→ Information shown:
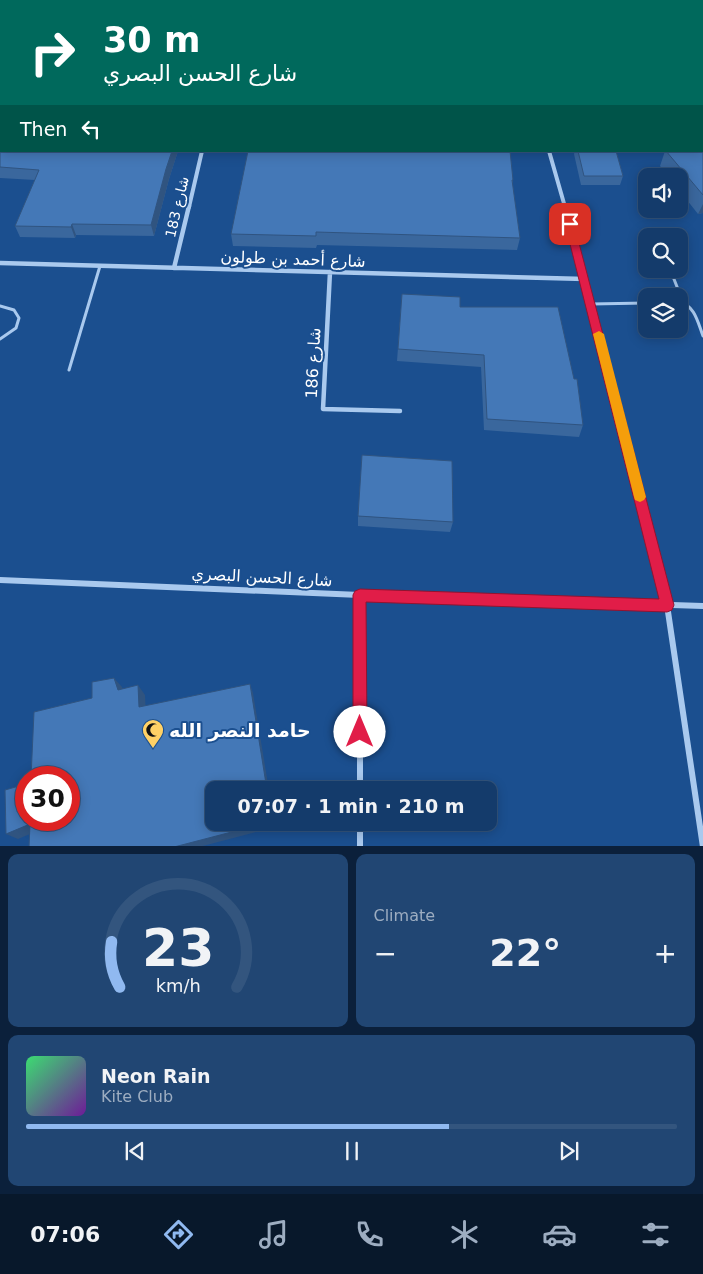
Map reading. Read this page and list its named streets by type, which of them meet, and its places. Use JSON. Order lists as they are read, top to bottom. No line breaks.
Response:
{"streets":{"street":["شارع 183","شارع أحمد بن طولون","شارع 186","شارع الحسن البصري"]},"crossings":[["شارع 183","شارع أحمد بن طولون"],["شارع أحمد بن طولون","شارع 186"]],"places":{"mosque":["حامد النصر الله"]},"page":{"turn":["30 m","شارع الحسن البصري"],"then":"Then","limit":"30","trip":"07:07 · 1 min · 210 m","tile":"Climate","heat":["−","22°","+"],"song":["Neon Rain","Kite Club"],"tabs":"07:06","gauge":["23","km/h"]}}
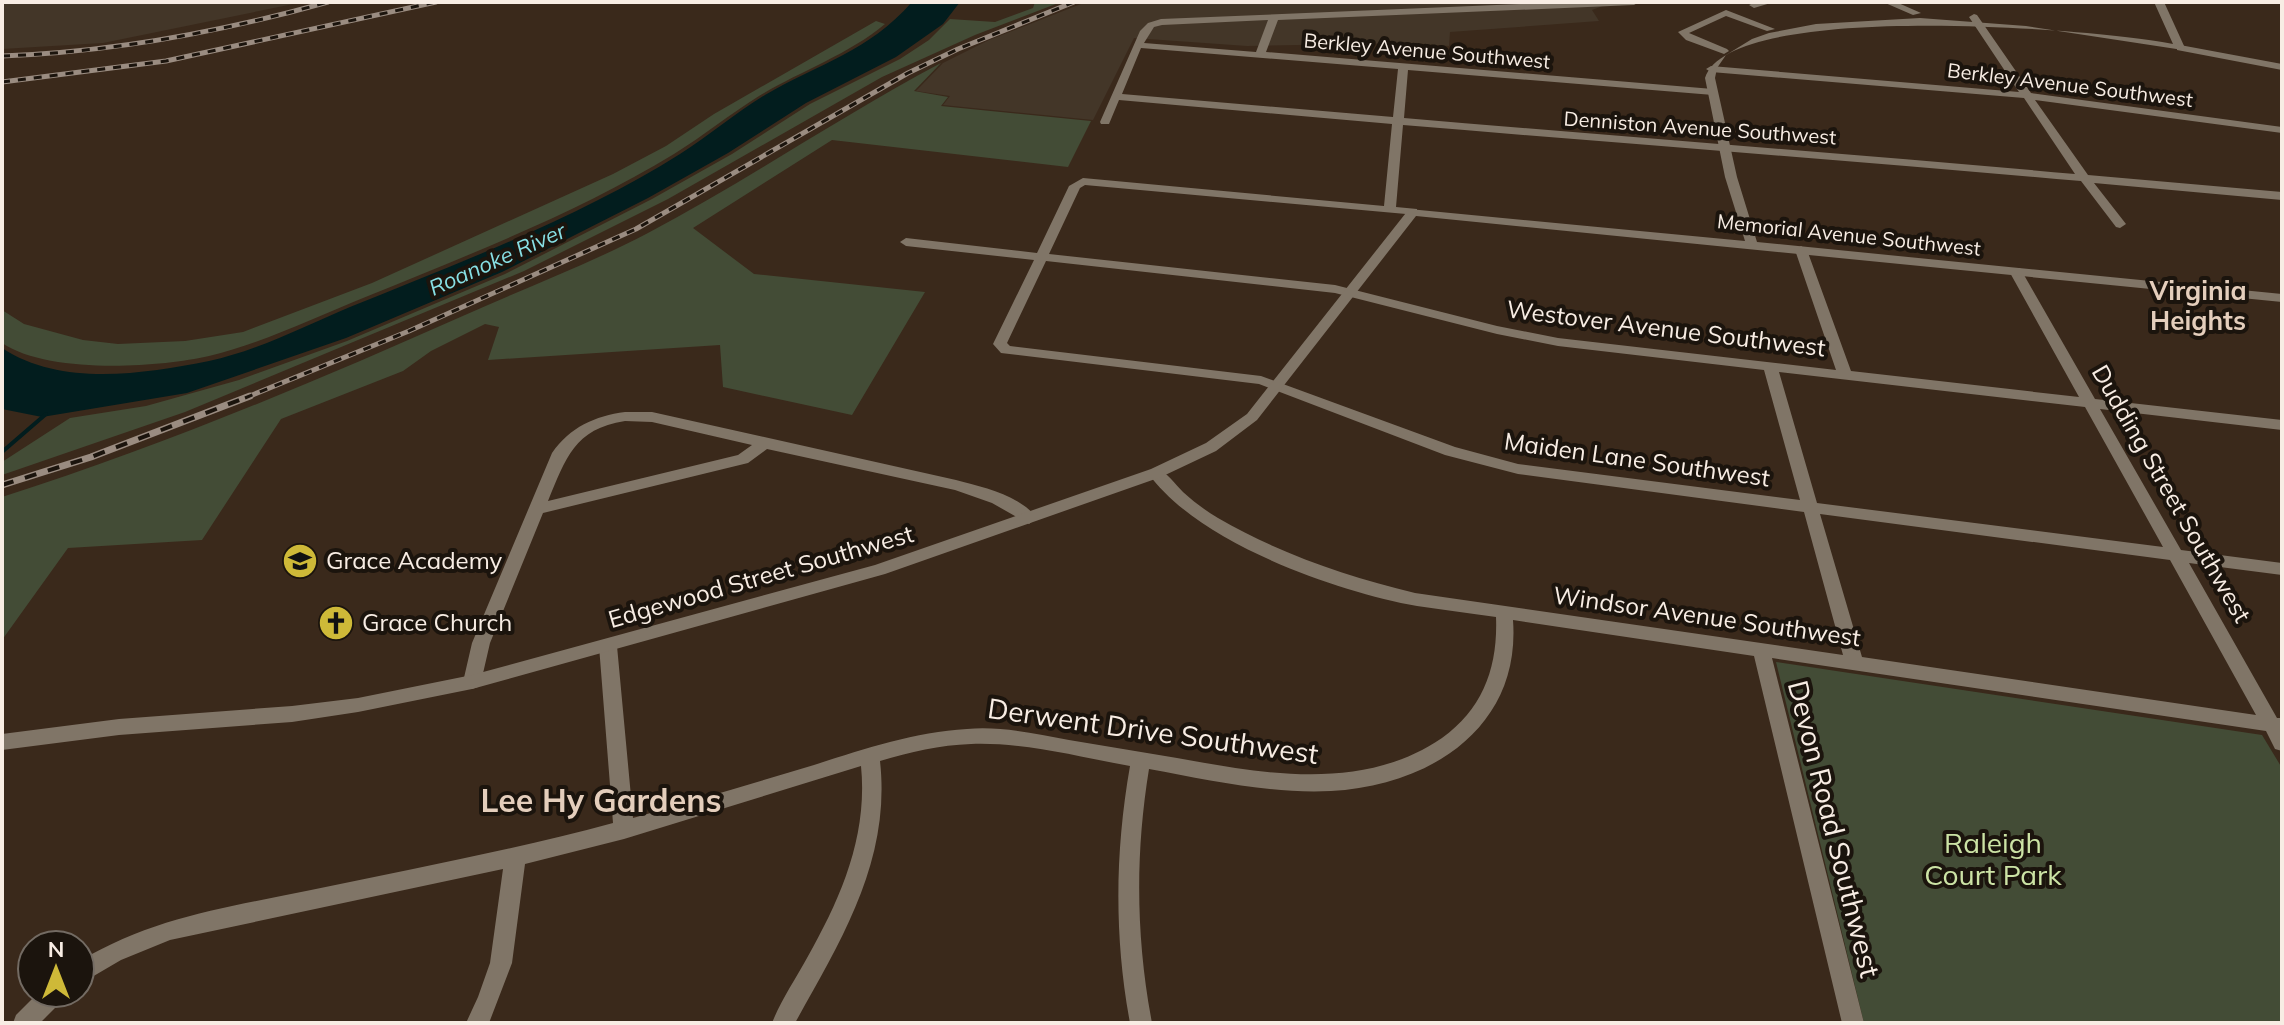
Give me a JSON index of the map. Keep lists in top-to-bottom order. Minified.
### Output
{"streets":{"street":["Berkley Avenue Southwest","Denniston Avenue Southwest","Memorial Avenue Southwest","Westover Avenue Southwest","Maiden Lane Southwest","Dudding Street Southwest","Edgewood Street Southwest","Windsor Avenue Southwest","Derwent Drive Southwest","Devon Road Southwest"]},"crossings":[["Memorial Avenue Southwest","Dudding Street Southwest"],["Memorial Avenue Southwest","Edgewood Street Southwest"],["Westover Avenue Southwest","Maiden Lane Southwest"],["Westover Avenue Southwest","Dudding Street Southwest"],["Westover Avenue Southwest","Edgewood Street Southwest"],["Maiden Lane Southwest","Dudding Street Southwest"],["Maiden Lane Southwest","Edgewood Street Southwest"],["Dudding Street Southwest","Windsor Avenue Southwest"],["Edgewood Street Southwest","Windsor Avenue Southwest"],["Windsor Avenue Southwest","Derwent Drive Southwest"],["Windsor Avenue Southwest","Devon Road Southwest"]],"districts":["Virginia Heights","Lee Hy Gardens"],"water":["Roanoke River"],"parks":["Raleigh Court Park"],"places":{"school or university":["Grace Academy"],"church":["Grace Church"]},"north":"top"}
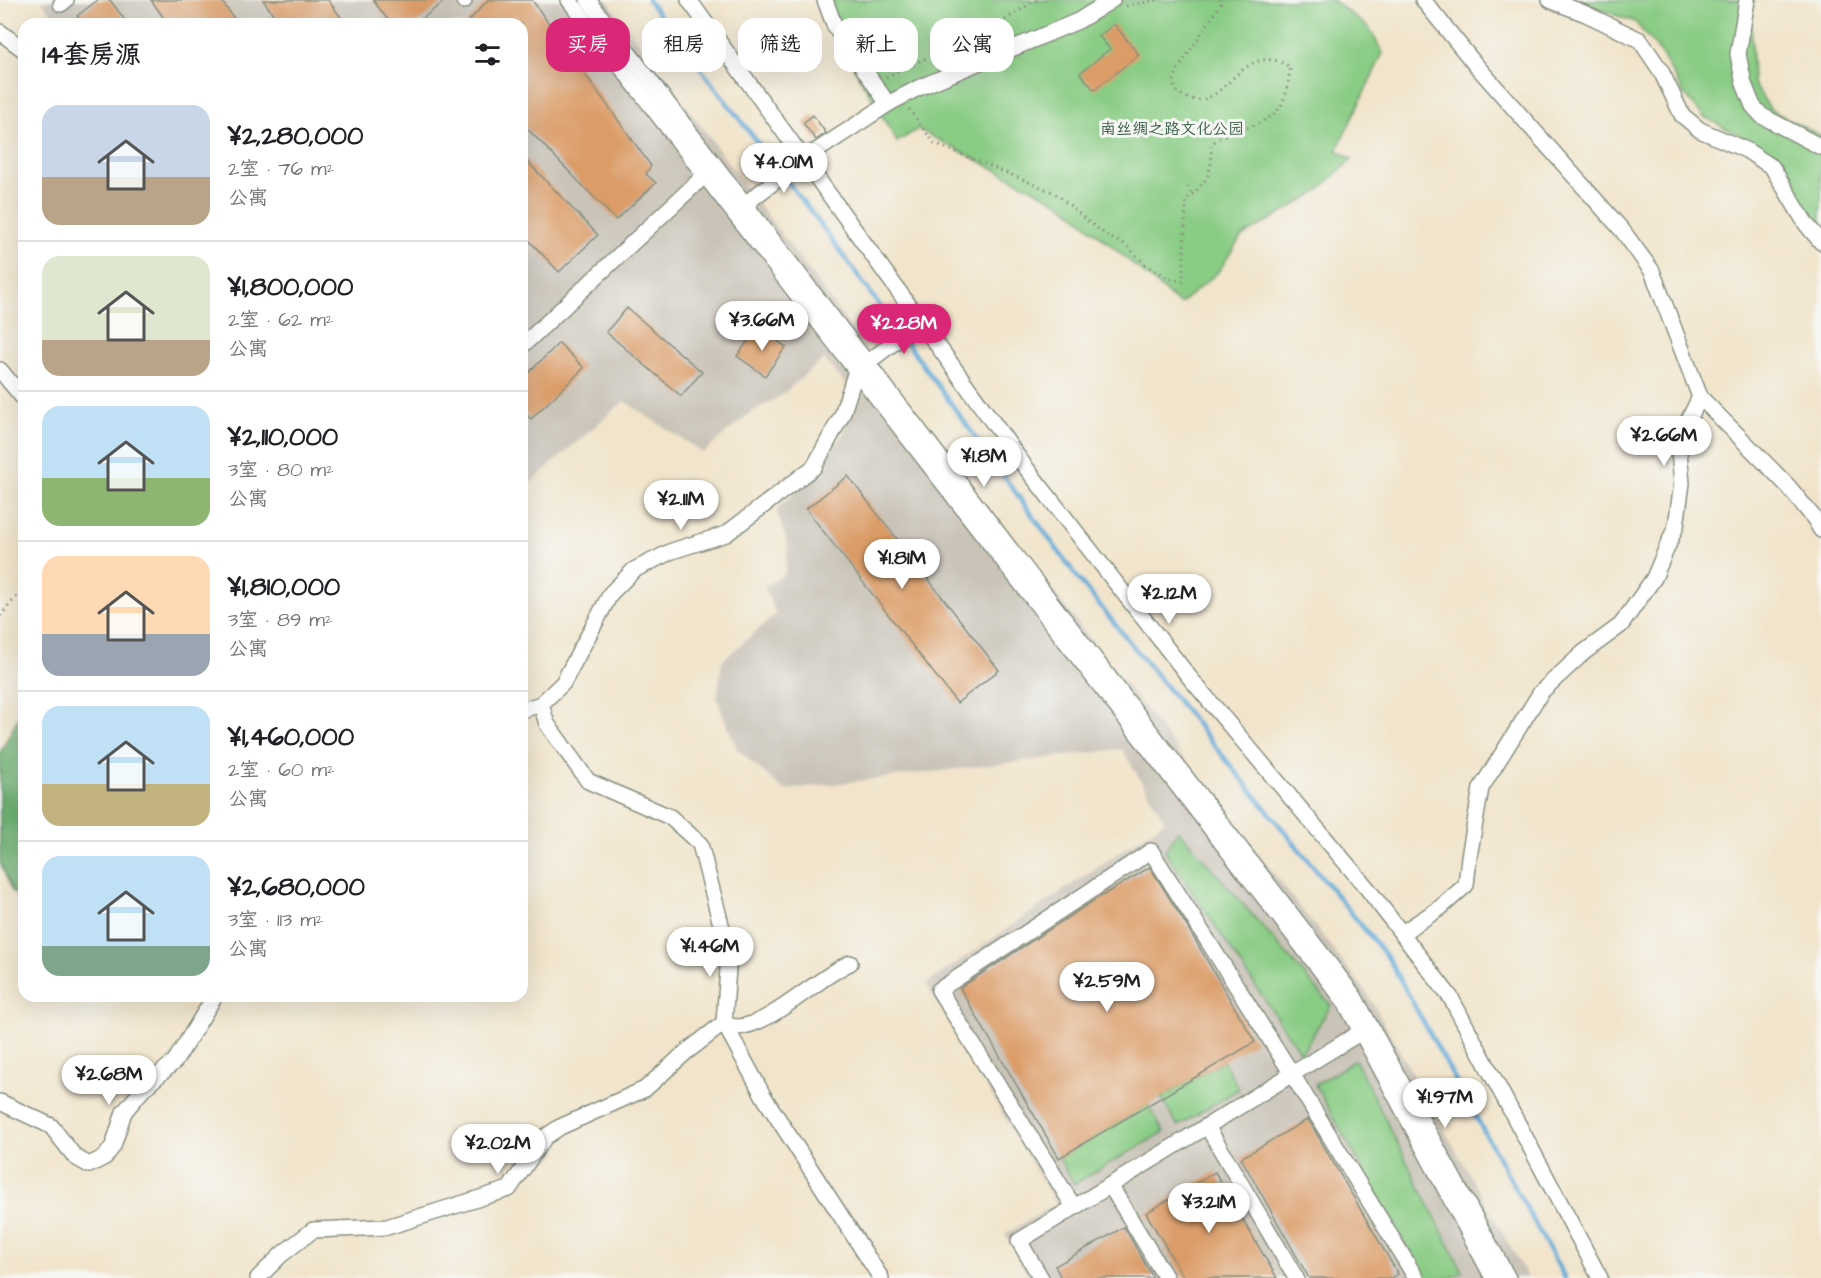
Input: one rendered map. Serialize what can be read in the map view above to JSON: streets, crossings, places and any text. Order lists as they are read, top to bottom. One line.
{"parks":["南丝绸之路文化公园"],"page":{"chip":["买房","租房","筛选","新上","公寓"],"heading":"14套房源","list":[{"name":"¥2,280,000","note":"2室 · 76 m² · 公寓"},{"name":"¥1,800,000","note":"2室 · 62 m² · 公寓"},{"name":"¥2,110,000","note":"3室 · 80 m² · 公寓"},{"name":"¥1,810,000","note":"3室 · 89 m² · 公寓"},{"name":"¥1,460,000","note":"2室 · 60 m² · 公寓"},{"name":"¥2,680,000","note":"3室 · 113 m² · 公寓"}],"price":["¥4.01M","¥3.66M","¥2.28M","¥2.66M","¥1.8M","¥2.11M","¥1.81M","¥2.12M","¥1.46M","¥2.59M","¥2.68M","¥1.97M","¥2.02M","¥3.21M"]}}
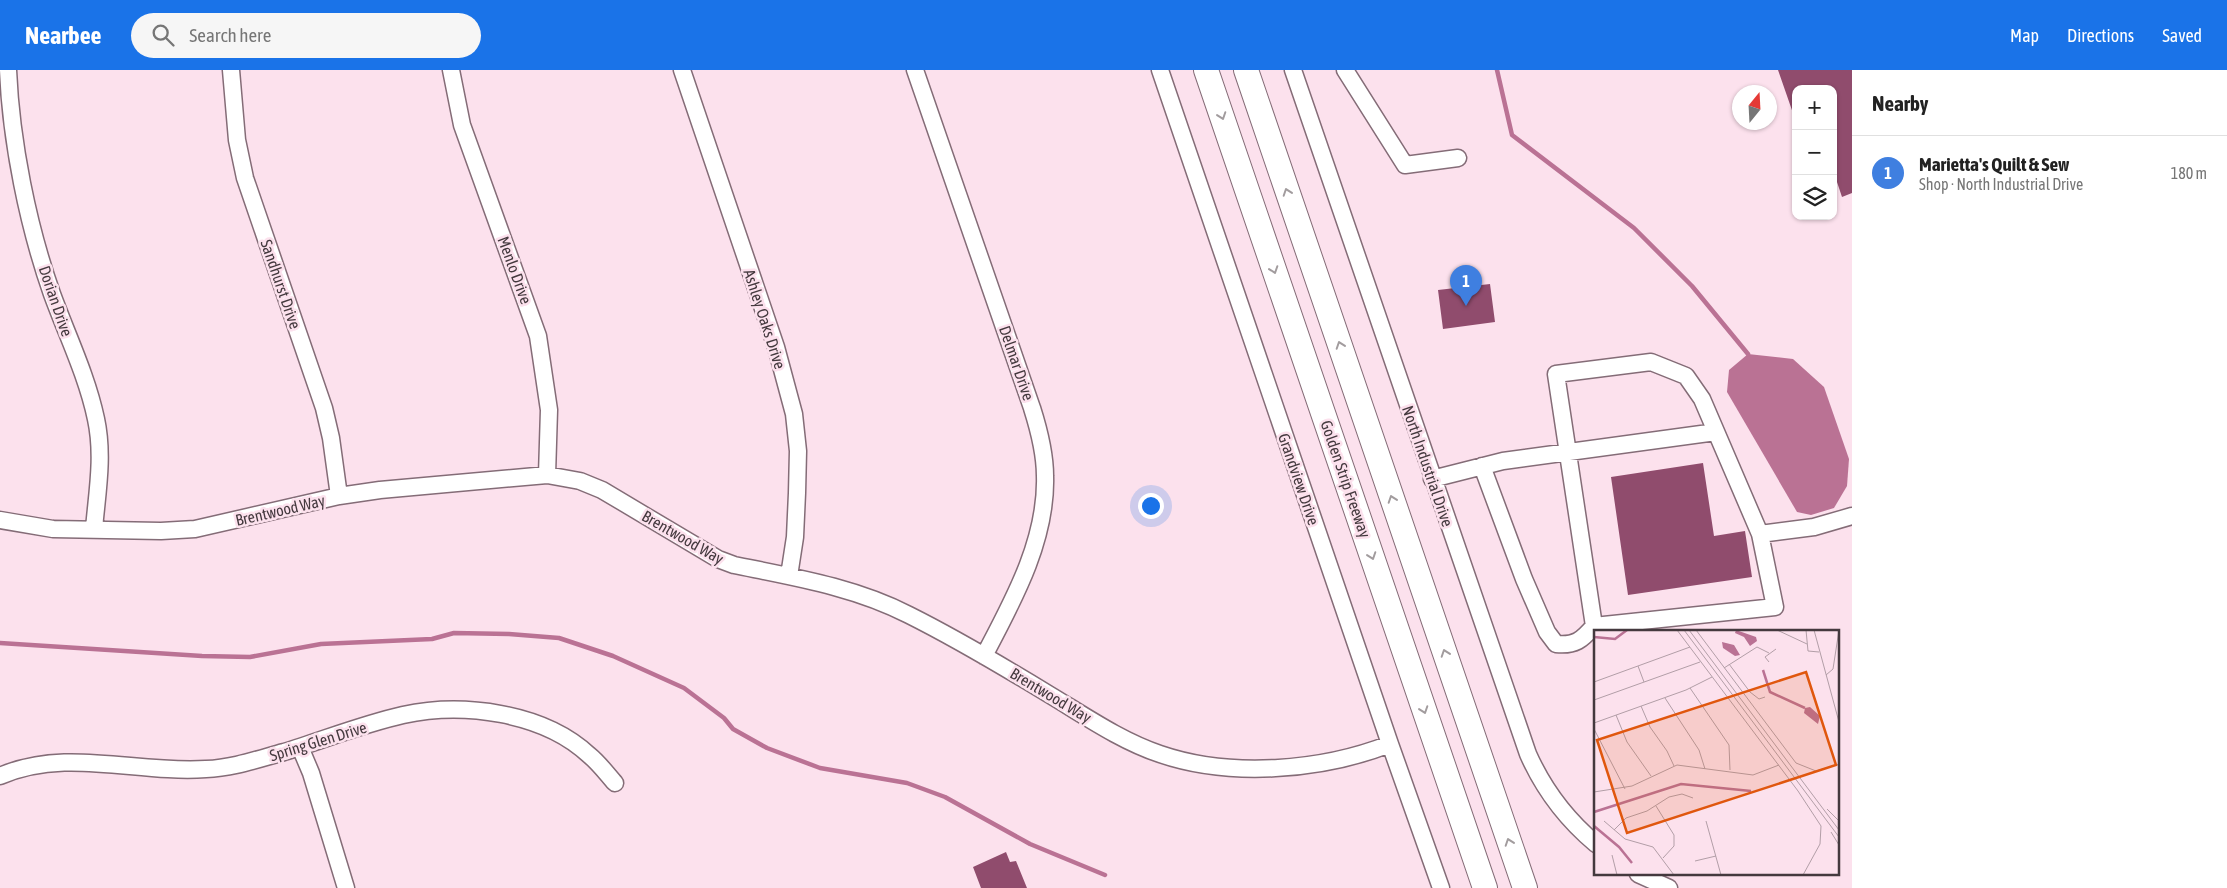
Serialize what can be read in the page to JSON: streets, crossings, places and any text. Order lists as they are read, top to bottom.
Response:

→ What to produce:
What is needed is an exact copy of the lines from the one containing "Serialize what can be read in the page" through the final line of the data, both included, and nothing more.

→ Result for this task:
Serialize what can be read in the page to JSON: streets, crossings, places and any text. Order lists as they are read, top to bottom.
Response:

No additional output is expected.